The line that contains "position:absolute; right:18px; bottom:18px;" marks the end: retype the data below exactly from its first line through that line.

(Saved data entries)

◆ ◆ ◆ ◆ ◆ ◆ ◆

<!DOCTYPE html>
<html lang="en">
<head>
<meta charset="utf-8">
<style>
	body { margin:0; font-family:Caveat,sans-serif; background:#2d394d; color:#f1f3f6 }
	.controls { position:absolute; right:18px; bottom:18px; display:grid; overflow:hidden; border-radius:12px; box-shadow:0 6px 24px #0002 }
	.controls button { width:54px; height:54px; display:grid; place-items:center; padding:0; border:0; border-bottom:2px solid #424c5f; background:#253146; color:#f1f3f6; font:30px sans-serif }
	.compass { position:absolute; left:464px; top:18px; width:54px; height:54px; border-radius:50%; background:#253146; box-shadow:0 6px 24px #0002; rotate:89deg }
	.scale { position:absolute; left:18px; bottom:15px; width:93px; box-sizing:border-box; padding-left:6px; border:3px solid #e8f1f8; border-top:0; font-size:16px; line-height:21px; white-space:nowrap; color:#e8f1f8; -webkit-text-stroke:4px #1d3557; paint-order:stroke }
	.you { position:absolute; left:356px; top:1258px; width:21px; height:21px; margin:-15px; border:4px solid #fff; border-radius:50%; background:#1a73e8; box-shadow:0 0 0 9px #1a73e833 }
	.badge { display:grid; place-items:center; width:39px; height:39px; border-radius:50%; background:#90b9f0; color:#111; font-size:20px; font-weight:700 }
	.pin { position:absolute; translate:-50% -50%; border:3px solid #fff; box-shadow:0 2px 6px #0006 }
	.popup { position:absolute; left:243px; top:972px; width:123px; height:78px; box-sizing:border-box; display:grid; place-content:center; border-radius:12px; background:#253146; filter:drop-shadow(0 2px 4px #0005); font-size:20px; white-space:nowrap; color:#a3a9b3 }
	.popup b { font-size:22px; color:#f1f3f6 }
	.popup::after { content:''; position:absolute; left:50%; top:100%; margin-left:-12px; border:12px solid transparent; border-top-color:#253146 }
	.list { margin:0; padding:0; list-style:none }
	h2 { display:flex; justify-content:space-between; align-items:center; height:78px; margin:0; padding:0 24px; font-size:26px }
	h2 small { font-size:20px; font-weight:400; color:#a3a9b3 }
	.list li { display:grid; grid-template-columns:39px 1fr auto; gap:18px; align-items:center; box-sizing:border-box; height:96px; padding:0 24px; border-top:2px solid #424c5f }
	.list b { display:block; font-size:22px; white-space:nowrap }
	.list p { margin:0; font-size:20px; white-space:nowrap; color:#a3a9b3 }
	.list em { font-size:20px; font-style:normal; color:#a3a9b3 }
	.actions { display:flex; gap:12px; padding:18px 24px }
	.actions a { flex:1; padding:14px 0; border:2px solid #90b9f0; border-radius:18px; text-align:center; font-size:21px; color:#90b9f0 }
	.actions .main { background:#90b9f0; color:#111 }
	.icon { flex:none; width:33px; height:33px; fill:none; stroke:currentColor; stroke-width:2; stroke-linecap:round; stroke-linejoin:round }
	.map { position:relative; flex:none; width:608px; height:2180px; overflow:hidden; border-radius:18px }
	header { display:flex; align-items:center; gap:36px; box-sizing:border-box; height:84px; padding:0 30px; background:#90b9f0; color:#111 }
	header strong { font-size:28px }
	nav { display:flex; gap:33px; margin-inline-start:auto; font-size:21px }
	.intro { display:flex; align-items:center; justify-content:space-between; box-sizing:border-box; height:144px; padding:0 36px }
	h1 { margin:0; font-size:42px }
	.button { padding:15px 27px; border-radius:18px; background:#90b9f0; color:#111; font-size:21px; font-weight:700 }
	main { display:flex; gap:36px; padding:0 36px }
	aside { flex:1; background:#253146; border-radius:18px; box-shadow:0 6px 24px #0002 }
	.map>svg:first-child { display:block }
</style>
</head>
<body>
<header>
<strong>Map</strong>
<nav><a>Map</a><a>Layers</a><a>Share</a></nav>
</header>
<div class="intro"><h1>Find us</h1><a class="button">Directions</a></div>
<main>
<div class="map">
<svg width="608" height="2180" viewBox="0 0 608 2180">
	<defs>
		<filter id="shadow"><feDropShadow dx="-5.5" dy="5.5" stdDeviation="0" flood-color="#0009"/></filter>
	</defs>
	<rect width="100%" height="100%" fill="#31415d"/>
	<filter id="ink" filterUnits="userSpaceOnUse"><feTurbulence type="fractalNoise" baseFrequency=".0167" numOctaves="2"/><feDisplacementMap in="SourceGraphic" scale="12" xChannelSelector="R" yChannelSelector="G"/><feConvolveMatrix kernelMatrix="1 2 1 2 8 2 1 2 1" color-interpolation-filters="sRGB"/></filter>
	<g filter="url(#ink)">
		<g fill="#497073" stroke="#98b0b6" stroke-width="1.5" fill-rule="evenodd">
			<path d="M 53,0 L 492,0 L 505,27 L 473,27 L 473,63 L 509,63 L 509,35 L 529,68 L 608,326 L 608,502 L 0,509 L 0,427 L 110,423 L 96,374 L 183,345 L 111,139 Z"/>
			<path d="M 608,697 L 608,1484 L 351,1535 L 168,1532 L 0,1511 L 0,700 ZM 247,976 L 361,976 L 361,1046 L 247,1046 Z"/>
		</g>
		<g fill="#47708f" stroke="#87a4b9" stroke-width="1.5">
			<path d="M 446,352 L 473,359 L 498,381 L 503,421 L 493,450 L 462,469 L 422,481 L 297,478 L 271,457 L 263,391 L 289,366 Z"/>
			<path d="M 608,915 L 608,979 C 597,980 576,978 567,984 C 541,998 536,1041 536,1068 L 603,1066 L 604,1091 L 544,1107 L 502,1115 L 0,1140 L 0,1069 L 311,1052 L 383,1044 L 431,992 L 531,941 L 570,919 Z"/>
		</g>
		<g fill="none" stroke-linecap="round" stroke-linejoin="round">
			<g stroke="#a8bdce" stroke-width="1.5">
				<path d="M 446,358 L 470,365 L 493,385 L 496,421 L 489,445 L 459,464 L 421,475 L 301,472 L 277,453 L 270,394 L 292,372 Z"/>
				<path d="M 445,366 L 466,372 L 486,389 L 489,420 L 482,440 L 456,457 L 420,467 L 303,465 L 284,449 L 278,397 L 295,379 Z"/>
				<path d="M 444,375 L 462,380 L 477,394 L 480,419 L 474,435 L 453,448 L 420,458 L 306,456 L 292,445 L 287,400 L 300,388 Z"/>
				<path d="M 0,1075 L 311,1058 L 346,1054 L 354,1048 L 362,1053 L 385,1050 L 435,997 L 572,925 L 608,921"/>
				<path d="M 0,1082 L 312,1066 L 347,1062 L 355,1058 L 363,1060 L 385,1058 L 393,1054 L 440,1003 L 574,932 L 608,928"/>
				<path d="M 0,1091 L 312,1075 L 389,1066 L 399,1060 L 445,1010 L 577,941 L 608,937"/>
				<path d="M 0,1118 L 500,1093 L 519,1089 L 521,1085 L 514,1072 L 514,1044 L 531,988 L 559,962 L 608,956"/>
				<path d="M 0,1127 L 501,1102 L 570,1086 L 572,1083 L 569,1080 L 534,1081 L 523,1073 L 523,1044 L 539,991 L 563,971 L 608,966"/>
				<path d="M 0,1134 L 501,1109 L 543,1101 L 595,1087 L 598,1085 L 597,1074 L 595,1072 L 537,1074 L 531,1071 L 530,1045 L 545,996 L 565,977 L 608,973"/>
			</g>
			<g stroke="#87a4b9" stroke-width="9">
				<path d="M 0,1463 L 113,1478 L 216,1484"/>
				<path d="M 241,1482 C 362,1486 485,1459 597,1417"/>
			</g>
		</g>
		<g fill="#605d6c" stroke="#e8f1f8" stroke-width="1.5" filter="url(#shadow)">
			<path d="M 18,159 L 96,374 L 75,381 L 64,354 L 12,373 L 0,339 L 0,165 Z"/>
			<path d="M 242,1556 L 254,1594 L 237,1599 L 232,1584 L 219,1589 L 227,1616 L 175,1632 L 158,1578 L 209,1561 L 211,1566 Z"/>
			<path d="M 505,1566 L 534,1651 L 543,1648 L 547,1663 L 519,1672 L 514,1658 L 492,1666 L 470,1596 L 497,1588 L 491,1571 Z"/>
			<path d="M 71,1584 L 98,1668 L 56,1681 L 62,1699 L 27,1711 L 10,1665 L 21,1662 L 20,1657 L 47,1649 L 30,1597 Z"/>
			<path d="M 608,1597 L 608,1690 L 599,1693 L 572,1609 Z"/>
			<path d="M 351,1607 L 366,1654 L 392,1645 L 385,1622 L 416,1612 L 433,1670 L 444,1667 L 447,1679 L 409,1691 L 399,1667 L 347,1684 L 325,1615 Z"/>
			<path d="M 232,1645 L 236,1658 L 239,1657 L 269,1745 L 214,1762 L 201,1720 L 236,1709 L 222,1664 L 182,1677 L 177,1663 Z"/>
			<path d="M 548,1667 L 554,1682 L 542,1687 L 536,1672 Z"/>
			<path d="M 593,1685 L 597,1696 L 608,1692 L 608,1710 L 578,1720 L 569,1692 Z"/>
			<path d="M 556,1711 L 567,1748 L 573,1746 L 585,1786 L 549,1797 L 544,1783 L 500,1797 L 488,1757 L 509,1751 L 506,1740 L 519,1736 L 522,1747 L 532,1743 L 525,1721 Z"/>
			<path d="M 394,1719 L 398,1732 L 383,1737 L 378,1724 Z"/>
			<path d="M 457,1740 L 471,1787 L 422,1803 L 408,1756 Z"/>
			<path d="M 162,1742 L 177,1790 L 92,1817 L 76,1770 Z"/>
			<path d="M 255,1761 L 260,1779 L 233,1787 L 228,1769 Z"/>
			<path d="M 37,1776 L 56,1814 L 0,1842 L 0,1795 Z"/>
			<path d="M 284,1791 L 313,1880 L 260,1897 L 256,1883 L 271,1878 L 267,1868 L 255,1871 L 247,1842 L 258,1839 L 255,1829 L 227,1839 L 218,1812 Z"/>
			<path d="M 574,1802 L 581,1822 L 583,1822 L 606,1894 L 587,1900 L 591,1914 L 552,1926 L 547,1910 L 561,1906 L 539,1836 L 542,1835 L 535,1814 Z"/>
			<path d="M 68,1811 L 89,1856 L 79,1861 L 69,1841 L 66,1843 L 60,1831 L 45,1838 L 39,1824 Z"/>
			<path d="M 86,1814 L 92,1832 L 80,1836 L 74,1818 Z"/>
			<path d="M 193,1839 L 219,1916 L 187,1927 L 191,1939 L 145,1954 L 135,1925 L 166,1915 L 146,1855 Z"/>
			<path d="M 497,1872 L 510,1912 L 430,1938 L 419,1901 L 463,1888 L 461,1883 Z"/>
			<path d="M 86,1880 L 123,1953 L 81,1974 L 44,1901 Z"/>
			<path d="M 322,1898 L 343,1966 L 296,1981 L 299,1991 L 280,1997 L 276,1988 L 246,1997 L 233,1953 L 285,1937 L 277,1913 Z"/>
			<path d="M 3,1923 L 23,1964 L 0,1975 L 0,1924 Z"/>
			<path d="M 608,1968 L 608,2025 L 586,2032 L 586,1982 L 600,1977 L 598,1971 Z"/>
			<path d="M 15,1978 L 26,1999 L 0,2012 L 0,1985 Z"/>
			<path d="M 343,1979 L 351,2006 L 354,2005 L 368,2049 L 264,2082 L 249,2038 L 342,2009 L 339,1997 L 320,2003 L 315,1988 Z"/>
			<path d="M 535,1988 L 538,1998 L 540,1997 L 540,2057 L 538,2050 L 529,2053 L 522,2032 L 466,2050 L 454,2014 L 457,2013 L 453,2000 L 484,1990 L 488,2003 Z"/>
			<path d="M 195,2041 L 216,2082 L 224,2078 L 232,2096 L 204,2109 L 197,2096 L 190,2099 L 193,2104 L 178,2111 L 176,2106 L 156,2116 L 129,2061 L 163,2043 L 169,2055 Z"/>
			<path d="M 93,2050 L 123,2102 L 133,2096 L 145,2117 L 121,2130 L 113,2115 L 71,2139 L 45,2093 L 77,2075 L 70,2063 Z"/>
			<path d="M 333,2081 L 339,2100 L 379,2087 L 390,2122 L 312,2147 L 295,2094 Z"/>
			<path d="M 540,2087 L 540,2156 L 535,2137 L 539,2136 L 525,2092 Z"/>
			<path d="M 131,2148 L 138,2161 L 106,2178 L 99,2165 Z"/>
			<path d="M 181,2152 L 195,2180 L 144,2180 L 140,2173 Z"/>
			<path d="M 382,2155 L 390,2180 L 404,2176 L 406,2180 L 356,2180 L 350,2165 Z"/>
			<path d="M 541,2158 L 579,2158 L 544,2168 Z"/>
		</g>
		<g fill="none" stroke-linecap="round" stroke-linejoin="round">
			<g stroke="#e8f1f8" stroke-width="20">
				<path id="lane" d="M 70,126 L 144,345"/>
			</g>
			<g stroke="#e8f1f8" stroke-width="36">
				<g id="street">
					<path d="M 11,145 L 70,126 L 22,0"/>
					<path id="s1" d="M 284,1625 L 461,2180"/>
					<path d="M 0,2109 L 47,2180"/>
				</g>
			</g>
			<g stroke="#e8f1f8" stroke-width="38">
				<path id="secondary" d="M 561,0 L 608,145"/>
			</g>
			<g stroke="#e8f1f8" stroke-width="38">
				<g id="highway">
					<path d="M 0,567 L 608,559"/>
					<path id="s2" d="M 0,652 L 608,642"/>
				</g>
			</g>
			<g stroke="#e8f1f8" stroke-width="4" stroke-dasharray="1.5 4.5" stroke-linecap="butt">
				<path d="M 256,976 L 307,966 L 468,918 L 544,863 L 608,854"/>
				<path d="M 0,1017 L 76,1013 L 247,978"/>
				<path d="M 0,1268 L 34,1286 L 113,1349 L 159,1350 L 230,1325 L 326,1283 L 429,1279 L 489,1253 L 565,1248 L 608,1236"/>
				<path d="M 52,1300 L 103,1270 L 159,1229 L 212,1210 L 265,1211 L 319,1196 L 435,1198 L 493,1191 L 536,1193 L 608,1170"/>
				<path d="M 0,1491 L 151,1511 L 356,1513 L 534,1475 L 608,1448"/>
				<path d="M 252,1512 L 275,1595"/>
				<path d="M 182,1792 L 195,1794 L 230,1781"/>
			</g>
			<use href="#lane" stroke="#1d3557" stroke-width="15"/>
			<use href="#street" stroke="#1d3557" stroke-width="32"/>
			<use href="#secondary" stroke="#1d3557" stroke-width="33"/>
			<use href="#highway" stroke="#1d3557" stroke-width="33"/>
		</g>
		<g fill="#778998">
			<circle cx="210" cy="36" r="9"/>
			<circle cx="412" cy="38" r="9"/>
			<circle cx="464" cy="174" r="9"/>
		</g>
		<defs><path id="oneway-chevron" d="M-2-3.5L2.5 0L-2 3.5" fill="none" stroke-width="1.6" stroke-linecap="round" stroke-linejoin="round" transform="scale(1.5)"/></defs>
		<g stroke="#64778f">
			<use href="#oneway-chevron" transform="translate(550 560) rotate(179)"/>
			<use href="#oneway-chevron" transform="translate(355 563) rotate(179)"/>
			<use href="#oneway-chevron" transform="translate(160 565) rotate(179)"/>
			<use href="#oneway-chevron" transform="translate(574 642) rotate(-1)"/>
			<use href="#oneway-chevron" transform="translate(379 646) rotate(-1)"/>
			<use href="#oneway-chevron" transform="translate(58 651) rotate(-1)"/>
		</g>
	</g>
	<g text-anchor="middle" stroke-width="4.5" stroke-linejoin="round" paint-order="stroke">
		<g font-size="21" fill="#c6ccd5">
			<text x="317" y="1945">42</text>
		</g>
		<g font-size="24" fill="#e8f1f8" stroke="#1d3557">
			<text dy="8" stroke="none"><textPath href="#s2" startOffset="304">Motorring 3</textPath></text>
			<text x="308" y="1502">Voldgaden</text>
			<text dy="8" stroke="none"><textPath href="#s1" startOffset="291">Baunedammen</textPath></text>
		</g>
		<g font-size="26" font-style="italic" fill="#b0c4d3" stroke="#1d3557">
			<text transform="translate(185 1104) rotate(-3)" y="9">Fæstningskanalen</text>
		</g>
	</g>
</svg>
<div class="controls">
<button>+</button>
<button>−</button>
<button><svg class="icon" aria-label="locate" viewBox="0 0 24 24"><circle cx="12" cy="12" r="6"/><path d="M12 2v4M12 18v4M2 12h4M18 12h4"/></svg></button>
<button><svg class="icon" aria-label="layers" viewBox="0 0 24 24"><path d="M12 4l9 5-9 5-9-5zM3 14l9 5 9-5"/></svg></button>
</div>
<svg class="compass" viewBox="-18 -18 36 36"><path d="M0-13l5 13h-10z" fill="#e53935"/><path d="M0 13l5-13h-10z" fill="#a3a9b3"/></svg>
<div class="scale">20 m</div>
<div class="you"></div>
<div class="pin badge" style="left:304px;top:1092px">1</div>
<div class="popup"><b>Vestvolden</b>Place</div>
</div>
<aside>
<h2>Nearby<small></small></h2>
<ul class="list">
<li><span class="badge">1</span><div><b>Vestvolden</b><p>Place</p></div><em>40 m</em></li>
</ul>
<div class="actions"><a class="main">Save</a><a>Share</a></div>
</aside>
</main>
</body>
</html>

◆ ◆ ◆ ◆ ◆ ◆ ◆

#### PROBLEM SOLUTION:
<!DOCTYPE html>
<html lang="en">
<head>
<meta charset="utf-8">
<style>
	body { margin:0; font-family:Caveat,sans-serif; background:#2d394d; color:#f1f3f6 }
	.controls { position:absolute; right:18px; bottom:18px; display:grid; overflow:hidden; border-radius:12px; box-shadow:0 6px 24px #0002 }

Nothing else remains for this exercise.